Liderada pelo deputado Pedro Lupion (PP-PR), a Frente Parlamentar da Agropecuária (FPA) tem defendido a união das bancadas ruralista, evangélica, católica e da segurança pública para obstruir as votações no Congresso para pressionar Pacheco e o presidente da Câmara, Arthur Lira (PP-AL), a endossar propostas contrárias ao marco temporal e ao aborto.
No Senado, o líder da oposição na Casa, Rogério Marinho (PL-RN), deve apresentar nesta terça-feira (26) um projeto que convoca plebiscito sobre a descriminalização do aborto.

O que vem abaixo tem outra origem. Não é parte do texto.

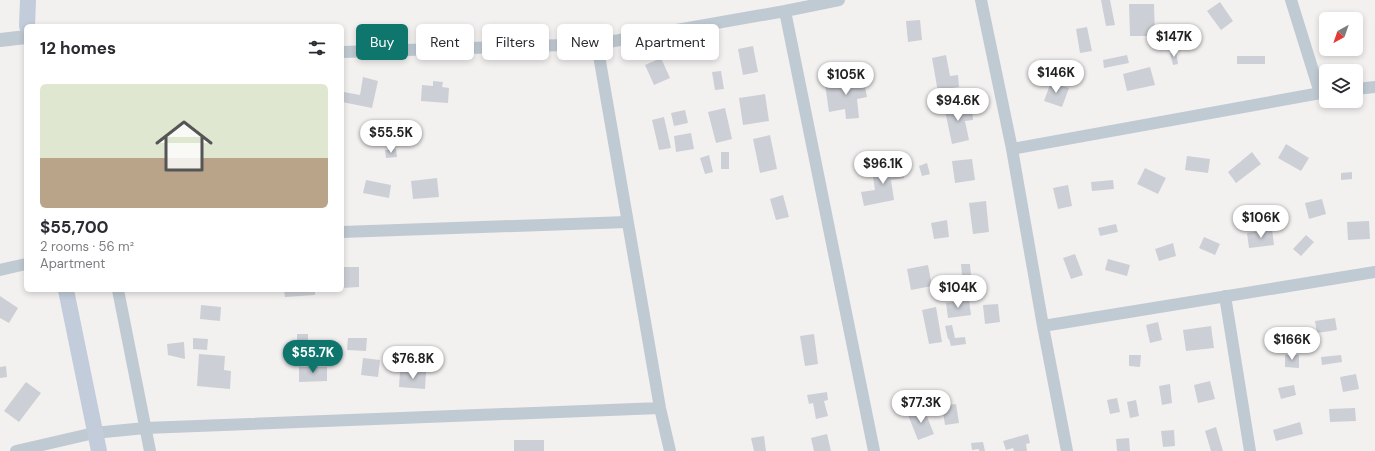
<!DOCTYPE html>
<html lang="en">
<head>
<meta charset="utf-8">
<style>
  :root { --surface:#fff; --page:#f7f7f7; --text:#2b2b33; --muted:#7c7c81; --accent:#0f766e }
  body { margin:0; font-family:"DM Sans",sans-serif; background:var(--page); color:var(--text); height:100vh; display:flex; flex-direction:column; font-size:15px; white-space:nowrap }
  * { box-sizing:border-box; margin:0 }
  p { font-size:13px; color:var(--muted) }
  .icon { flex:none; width:22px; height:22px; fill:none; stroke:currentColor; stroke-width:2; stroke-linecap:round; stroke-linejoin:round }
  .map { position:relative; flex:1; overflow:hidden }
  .drawer { position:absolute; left:24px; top:24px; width:320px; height:268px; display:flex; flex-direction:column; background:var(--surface); border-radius:6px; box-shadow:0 2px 6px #0003 }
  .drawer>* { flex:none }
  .guide { position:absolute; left:356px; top:24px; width:380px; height:36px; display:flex; gap:8px }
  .needle { width:26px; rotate:220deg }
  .buttons { position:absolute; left:1319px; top:12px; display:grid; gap:8px }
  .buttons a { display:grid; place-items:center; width:44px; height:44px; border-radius:6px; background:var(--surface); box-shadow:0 2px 6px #0003; font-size:20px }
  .price { position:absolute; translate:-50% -34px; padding:0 9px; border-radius:14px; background:#fff; color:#222; font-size:13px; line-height:26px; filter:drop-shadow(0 1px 2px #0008) }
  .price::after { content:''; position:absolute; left:50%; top:24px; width:12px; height:9px; margin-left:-6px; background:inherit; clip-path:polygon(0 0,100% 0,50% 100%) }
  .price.current { background:var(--accent); color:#fff }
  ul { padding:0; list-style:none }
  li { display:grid; align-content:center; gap:8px; height:212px; padding:0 16px }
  li span { display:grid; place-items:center; height:124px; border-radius:6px; color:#555 }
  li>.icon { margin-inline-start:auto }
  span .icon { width:72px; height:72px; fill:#fffc; stroke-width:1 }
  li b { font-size:17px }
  h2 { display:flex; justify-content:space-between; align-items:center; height:48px; padding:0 16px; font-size:17px }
  .pill { padding:0 14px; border-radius:6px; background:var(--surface); box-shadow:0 2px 6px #0003; font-size:14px; line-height:36px }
  .pill.current { background:var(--accent); color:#fff }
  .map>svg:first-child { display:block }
</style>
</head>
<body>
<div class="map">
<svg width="1375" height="451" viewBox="0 0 1375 451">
  <rect width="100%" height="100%" fill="#f3f0f0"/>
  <path fill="#cccfd5" d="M1101 0H1110L1115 25 1106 26Z
    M1220 2 1233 21 1221 30 1207 11Z
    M1129 4H1154L1155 36H1130Z
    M920 20 922 40 908 42 906 21Z
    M1087 27 1092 51 1080 53 1076 29Z
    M753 46 758 72 743 75 738 49Z
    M1176 52 1178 64 1173 65 1170 53Z
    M946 55 950 76 958 75 959 87 952 88 954 95 939 98 932 58Z
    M1127 55 1129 63 1104 68 1103 60Z
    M1237 56H1265V64H1237Z
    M661 58 670 78 654 85 645 65Z
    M1150 67 1155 85 1127 91 1123 74Z
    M721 71 724 89 715 90 712 72Z
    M363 77 378 81 372 108 342 102 344 92 360 95Z
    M863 77 867 97 857 99 859 118 846 119 845 109 829 112 825 84 842 82V80Z
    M433 81 443 82 442 87 449 88 448 103 421 101 422 85 433 86Z
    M1051 82 1069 88 1062 107 1044 101Z
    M765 94 769 121 743 125 739 98Z
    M961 102 962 110 972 109 973 120 965 121 969 140 952 144 944 106Z
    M725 108 732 139 716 143 708 112Z
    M685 110 688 123 674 126 671 113Z
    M664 117 671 148 659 150 652 120Z
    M691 133 694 149 676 152 674 136Z
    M770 135 777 169 760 173 753 139Z
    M1286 144 1309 158 1301 171 1278 158Z
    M396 149 397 157 386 158 385 150Z
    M721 152H729V169H721Z
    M1252 152 1261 164 1236 183 1228 172Z
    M709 155 713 172 705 174 700 158Z
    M1187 156 1210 159 1208 173 1185 170Z
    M972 159 975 180 955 183 952 161Z
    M927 163 930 174 922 176 919 166Z
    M901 165 904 178 891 180 894 200 864 206 861 192 875 190 872 170Z
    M1145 168 1166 178 1158 194 1137 184Z
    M1352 172V179L1341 180V173Z
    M437 178 439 197 413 199 411 181Z
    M366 180 391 185 389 198 363 193Z
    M1113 180 1114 189 1092 191 1091 182Z
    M1068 185 1072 206 1058 209 1053 188Z
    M783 195 789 217 776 220 770 199Z
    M1322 199 1326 214 1309 219 1305 203Z
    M986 201 989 232 973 234 969 203Z
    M947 220 949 237 934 239 931 223Z
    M1369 221 1370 239 1348 240 1347 222Z
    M1116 224 1118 232 1100 236 1098 228Z
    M1272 229 1274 245 1249 248 1247 233Z
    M1306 235 1314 242 1301 256 1293 249Z
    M1204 237 1220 244 1215 255 1199 248Z
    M1173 243 1176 256 1159 261 1155 249Z
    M1075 254 1083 275 1071 279 1063 258Z
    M1108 259 1130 265 1127 276 1105 270Z
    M961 264H970L972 288H963Z
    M928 265 932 286 911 290 907 269Z
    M342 267H359V287L342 288Z
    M192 290H216V292H192Z
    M284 290H315V295L285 297Z
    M0 296 18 308 9 323 0 318Z
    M969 300 971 315 948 318 946 303Z
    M998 304 1000 322 985 324 983 305Z
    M201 305 221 307 220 321 200 319Z
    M936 307 942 342 929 344 922 310Z
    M1335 318 1337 330 1317 333 1315 321Z
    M1158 322 1162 340 1150 343 1146 325Z
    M952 325 955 338 965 337 966 344 951 346 949 339H948L945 326Z
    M1211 326 1214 348 1186 351 1183 330Z
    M297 334H308V348L297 347Z
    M814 334 818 364 805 366 800 336Z
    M193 338 208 339 207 350 193 349Z
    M348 338H367L366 351 347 350Z
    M184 342 185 359 168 355 167 344Z
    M199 354 225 356 224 370 231 371 230 389 197 386Z
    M1129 355H1141L1140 367 1129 366Z
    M1285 355H1299V368L1285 367Z
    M1341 355 1342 362 1322 365 1321 357Z
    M363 358 380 360 378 377 361 375Z
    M6 366 7 377 0 378V367Z
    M299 367H327V381L299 382Z
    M400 371 426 372 425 389 399 387Z
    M1356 374 1359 389 1343 392 1340 377Z
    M1210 381 1215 399 1198 403 1194 385Z
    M26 382 41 393 19 422 4 411Z
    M1170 384 1172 403 1162 405 1159 386Z
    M1294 385 1296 395 1281 399 1278 388Z
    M827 392 828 400 824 401 828 416 816 419 813 403 809 404 807 395Z
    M1117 398 1120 412 1110 414 1107 400Z
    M1136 400 1139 416 1130 418 1127 402Z
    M956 404 959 423 945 425 942 406Z
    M1355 408 1356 421 1330 422 1329 409Z
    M924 409 934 434 918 440 908 415Z
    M1300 422 1303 434 1276 441 1273 430Z
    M1216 427 1223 451H1211L1205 431Z
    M1174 430 1175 446 1163 447 1161 431Z
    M827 434 831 451H814L811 438Z
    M1028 434 1030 443 1026 444 1027 451H1014L1013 448 1006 450 1003 441Z
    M764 436 766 451H754L751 438Z
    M1129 438 1130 451H1117L1116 439Z
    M514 440H544V451H514Z
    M983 442 985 451H979V449L972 450 971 443Z"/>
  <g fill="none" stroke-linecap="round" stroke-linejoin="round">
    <path stroke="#c0cad3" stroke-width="12" d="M981 0 1012 149 1043 326 1067 451
      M1291 0 1320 93
      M785 11 874 451
      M597 44 660 408 670 451
      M342 52 597 44 785 11 839 0
      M1356 89 1375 87
      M1012 149 1326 92
      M342 232 627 222
      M0 270 26 264
      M118 290 150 451
      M1225 296 1250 451
      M1043 326 1375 272
      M16 451 94 433 145 428 660 408"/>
    <path stroke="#c0cad3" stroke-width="14" d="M0 40 26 37"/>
    <path stroke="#c2ccda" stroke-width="16" d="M27 26 28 0
      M66 290 99 451"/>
  </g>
</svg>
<div class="buttons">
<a><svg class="needle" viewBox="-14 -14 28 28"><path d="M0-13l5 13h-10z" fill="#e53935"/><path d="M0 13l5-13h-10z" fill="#7c7c81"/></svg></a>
<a><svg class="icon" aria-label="layers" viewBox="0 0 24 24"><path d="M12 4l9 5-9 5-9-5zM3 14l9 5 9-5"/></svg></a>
</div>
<b class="price" style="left:1174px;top:58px">$147K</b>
<b class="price" style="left:1056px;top:94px">$146K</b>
<b class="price" style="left:846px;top:96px">$105K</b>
<b class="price" style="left:958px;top:122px">$94.6K</b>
<b class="price" style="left:391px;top:154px">$55.5K</b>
<b class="price" style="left:883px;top:185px">$96.1K</b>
<b class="price" style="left:1261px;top:239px">$106K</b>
<b class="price" style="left:958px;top:309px">$104K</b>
<b class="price" style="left:1292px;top:361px">$166K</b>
<b class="price current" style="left:313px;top:374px">$55.7K</b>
<b class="price" style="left:413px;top:380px">$76.8K</b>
<b class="price" style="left:921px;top:424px">$77.3K</b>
<div class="guide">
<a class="pill current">Buy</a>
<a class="pill">Rent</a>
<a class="pill">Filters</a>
<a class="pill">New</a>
<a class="pill">Apartment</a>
</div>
<section class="drawer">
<h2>12 homes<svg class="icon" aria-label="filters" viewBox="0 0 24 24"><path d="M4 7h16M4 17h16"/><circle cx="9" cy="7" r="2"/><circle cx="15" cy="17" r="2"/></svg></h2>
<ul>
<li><span style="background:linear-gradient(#dfe7d0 60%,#b9a48a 0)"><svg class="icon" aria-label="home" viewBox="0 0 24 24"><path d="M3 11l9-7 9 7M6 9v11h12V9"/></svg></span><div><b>$55,700</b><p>2 rooms · 56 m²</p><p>Apartment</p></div></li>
</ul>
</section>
</div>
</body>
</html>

Entenda, abaixo, nesta reportagem as reações apresentadas por parlamentares contra o STF:
Marco temporal
Com maioria ruralista, a Comissão de Constituição e Justiça (CCJ) do Senado deverá aprovar nesta quarta-feira (27) o projeto que estabelece um marco temporal para demarcação de terras indígenas no Brasil. Encerrada esta etapa, o texto, que já foi aprovado pela Câmara, vai ao plenário principal da Casa.
Mesmo otimistas com a aprovação, senadores avaliam que pode haver, ainda, judicialização sobre o tema, em uma eventual entrada em vigor do texto. Isso porque a proposta seria aprovada como uma lei comum, o que poderia levar a uma nova discussão no STF sobre a sua validade
Por outro lado, os parlamentares avaliam que inserir o marco na Constituição poderia dar fim aos embates jurídicos. Uma PEC nesse sentido foi apresentada no Senado no último dia 21, mesma data em que o STF julgou inconstitucional a tese do marco temporal.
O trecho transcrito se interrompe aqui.